On Sun, 2010-03-07 at 16:20 -0800, Brolin Empey wrote:
> Jay Vaughan wrote:
> >I'd really like to
> > catch up with you guys that are getting some value out of these
> > devices and what you're doing with them .. so how about telling us old-
> > timers just waking up what the current 'nicest OS' for the Freerunner
> > is?
> I vote for QtMoko! :)
Overall Qtmoko has my vote too. Doesn't crash and all of debian. V18 has
never missed an sms and is the fastest yet, but X applications are
unusable. Most of the time it's desktop linux on my phone + pretty phone
ui. SHR if you want very finger friendly and smartphone centric type
apps, www.opkg.org has a nice collection. Ofcourse plain Debian if you
literally want the desktop linux experience on your phone (though I
heared E/Illume was working but can't verify atm). Android is good for
cool factor, I don't like it much (I like X applications) and haven't
used it in weeks, but it impresses a certain crowd of geek :) The
project also pulls in updates pushed out by google. The faux appstore is
interesting, nothing particulary great IMO. One of my favourite ones was
a distro with a gui written in QT, very pretty and based on FSO but I
can't remember the name now. 

Whatever you decide to try, it's going to be easier to have a bootmenu.
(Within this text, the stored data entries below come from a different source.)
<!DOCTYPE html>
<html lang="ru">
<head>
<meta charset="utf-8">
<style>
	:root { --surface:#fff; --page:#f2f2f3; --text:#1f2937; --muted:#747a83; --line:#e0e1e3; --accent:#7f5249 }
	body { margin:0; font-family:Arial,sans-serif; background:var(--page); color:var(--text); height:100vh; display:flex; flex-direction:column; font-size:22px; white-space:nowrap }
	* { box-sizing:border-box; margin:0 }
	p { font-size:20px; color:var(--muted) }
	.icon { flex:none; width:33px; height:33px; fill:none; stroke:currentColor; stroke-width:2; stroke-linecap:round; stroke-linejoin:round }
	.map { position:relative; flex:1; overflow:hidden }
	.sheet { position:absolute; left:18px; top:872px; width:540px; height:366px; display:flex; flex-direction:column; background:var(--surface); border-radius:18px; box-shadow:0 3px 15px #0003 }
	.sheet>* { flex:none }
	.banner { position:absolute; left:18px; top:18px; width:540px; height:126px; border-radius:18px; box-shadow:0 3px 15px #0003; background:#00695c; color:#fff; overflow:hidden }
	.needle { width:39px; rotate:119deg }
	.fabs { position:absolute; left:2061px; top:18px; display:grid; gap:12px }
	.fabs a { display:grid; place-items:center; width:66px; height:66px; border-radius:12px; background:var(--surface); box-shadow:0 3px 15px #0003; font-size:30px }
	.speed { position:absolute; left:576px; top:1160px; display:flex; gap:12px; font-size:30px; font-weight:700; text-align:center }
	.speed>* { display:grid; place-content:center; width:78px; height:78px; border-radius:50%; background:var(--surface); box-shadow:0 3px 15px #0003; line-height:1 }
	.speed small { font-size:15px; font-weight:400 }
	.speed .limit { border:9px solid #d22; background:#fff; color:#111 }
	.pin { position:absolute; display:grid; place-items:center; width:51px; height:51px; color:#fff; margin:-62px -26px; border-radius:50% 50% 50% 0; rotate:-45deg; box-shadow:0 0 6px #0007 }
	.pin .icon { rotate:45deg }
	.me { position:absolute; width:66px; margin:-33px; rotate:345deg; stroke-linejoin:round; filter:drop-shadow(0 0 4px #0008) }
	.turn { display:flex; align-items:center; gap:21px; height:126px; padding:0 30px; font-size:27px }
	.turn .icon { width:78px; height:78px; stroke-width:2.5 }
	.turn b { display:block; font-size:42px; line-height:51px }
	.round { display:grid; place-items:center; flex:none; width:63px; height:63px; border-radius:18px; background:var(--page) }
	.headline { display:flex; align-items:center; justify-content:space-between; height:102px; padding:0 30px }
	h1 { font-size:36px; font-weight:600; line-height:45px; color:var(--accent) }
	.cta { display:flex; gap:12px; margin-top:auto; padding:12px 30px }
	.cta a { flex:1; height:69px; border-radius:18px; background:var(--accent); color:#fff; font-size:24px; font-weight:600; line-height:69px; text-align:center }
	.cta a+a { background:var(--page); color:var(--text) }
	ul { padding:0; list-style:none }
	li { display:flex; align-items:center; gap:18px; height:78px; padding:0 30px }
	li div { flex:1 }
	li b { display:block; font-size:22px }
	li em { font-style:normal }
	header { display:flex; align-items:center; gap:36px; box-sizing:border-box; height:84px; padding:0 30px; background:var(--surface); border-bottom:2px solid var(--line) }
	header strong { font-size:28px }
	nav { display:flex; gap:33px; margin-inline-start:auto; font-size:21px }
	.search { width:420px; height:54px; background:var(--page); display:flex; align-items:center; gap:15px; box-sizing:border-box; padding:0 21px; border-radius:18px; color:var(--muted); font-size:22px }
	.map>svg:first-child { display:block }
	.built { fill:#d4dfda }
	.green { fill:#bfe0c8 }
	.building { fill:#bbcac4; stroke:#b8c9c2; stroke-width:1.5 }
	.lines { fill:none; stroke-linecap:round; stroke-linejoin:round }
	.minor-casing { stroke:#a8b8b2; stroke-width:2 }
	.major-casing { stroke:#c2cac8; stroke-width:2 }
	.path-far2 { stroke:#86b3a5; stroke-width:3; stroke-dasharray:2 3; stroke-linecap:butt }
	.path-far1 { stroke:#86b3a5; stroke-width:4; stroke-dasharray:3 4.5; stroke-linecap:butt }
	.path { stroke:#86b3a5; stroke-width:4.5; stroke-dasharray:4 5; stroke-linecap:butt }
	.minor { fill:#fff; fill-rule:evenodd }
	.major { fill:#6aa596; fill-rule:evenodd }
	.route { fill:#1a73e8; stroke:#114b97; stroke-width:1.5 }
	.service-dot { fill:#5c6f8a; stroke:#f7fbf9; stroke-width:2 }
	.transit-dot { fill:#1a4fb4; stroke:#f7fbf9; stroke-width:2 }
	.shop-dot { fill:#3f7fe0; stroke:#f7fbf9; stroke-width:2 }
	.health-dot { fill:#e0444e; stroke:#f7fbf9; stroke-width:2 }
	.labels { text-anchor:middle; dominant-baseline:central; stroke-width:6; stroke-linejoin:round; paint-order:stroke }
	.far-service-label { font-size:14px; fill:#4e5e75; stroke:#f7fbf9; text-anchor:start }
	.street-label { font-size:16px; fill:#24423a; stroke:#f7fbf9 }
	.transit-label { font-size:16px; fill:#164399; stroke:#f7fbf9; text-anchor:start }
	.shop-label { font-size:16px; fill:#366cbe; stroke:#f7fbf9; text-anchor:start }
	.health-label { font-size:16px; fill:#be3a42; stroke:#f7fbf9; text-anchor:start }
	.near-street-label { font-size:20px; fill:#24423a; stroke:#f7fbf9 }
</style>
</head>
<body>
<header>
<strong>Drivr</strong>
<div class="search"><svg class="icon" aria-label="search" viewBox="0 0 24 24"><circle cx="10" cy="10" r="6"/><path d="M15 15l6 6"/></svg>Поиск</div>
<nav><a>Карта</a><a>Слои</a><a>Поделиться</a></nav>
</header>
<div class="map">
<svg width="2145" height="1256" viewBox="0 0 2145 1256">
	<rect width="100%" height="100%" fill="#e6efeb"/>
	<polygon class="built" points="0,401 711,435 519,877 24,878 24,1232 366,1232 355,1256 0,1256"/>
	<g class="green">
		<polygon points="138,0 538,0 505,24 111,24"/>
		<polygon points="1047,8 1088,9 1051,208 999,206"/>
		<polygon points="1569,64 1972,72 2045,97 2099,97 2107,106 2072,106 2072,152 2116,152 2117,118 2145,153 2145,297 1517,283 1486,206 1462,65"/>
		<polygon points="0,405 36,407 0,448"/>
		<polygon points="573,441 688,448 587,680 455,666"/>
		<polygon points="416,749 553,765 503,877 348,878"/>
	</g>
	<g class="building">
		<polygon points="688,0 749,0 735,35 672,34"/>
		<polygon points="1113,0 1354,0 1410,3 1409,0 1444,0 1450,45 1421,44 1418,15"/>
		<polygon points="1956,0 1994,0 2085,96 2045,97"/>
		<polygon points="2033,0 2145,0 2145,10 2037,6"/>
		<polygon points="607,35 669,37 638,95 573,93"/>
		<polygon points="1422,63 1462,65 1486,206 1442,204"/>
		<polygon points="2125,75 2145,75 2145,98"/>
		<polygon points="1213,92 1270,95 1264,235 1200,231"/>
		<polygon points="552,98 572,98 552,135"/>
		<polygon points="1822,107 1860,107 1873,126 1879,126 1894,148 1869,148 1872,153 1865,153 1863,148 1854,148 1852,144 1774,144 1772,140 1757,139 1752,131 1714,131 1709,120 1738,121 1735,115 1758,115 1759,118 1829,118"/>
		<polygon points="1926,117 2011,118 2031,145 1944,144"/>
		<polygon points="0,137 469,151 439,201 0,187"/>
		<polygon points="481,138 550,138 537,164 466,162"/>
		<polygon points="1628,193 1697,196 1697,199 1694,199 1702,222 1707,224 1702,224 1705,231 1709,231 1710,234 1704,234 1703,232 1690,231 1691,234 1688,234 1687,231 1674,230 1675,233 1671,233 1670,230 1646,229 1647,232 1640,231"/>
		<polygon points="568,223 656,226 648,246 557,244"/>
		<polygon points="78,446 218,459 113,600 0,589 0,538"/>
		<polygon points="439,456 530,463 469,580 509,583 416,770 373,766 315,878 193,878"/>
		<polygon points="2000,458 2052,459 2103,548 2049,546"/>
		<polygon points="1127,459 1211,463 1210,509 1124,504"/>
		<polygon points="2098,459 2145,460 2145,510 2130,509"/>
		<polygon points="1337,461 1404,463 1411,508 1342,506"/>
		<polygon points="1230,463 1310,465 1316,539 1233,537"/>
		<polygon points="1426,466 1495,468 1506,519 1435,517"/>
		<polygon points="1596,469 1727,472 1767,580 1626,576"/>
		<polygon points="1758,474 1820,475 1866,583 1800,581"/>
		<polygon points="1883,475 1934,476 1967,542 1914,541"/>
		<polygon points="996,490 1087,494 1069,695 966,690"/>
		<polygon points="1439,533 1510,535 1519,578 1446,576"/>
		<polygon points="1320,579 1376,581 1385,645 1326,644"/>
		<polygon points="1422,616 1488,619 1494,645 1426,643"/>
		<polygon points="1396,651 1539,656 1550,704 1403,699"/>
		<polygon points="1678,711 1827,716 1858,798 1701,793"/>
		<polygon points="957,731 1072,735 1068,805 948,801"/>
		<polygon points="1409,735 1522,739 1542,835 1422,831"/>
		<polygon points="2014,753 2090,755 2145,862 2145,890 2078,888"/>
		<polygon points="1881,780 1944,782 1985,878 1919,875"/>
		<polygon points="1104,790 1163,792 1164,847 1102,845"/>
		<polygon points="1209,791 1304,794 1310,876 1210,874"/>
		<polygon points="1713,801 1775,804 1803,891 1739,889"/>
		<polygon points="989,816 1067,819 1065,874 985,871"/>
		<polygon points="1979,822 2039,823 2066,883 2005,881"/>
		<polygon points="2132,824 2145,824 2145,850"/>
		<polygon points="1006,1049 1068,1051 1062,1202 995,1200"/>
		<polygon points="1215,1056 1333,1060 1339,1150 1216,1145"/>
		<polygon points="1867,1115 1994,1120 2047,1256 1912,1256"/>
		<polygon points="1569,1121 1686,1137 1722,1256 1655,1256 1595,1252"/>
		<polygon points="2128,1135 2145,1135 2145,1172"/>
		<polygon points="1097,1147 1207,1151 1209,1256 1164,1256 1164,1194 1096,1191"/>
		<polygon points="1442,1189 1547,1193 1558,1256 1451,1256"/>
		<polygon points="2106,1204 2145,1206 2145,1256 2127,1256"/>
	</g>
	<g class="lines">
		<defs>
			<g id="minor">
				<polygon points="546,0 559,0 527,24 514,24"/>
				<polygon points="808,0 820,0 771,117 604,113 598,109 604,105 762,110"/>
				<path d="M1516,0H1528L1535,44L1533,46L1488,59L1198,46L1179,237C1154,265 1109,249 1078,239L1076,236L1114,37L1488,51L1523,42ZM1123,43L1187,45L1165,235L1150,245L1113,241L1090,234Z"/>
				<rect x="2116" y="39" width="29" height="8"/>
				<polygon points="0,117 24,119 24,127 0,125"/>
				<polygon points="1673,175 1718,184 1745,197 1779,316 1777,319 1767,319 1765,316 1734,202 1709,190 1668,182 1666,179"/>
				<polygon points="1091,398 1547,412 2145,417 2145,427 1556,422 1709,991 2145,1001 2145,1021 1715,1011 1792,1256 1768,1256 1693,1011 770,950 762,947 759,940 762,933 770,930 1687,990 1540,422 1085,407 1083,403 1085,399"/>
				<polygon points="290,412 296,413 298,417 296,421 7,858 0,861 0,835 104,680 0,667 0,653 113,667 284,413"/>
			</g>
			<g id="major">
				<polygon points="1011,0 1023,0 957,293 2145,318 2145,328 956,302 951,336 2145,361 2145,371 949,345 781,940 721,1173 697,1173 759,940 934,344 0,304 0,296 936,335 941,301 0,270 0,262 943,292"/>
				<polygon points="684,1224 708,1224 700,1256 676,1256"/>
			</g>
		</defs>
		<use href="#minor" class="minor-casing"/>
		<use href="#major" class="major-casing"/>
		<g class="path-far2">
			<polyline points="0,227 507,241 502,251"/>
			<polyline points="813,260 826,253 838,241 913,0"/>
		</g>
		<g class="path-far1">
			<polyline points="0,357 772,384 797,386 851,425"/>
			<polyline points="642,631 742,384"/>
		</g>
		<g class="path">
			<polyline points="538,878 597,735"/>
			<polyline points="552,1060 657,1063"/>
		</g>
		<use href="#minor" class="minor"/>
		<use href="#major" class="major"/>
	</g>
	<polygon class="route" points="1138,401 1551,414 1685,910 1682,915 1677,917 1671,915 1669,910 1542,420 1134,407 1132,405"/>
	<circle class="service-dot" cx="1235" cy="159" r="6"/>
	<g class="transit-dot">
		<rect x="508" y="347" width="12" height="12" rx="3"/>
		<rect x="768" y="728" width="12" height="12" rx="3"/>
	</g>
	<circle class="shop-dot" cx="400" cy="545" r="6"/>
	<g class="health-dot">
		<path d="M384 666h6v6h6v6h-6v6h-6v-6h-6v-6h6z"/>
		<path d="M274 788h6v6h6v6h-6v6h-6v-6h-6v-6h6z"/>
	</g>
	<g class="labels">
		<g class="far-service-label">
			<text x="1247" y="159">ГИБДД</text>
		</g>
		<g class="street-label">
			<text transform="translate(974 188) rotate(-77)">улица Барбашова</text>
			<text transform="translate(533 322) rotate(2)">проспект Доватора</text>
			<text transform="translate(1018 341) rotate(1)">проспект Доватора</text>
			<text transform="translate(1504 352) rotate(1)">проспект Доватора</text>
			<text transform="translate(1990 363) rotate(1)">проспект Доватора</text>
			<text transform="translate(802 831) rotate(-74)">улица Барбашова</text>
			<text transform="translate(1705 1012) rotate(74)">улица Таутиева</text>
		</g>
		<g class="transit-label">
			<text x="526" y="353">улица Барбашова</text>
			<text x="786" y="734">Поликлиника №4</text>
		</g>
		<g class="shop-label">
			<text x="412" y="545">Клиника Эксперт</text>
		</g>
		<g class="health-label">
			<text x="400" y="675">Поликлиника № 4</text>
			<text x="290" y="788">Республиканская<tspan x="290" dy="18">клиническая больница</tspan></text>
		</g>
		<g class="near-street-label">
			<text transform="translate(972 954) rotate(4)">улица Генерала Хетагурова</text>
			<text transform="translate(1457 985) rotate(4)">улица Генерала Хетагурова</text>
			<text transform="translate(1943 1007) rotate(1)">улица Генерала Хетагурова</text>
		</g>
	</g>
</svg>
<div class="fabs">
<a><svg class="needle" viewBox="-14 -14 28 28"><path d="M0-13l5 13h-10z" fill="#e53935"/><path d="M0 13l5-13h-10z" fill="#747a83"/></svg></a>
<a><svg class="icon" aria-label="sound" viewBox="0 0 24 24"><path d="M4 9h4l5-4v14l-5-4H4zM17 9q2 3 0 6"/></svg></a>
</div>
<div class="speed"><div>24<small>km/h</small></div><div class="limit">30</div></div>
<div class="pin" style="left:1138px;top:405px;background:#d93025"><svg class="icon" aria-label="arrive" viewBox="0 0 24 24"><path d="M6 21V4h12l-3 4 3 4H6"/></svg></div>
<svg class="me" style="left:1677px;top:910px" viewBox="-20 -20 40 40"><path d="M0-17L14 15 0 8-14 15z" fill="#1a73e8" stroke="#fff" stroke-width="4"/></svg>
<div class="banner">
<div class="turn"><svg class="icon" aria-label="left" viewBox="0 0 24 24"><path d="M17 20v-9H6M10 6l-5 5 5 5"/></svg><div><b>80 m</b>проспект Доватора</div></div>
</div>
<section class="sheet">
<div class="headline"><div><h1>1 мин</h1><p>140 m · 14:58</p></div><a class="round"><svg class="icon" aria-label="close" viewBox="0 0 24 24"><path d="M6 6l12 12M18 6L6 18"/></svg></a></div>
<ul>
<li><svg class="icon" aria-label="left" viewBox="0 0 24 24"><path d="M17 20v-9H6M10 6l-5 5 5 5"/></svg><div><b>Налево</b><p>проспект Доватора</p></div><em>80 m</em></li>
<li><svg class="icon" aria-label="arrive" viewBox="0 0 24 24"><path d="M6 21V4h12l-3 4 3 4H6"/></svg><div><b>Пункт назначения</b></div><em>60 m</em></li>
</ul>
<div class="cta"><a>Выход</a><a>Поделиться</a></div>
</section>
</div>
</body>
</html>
On your GTA01 i hope you have a debug board or someway to modify the
bootloader if you throw on QI. Some fellow released a graphical bootmenu
for it a few weeks back and it makes distro selecting very convienient.
I've learned to hate U-boot. 

As for uses: my favourite thing to do with the FR- I can be out and
about, someone will mention a good movie/song and I'll download the
torrent and scp it to my box at home (which starts the download). Orrery
has been a personal favourite, nothing like looking at the stars and
actually knowing the constellations! There was an app in opkg.org that
listend for a secret sms and would lockout the phone (or something to
that effect, haven't used SHR in a bit). Navit is great for directions
(on versions where inputing works) with gps, but just having a map of
the city when I need it is fine. I haven't done this since the first few
months debian was available, but scanning with nmap (well zenmap cause I
don't have a hw keyboard) on the go was pretty fantastic.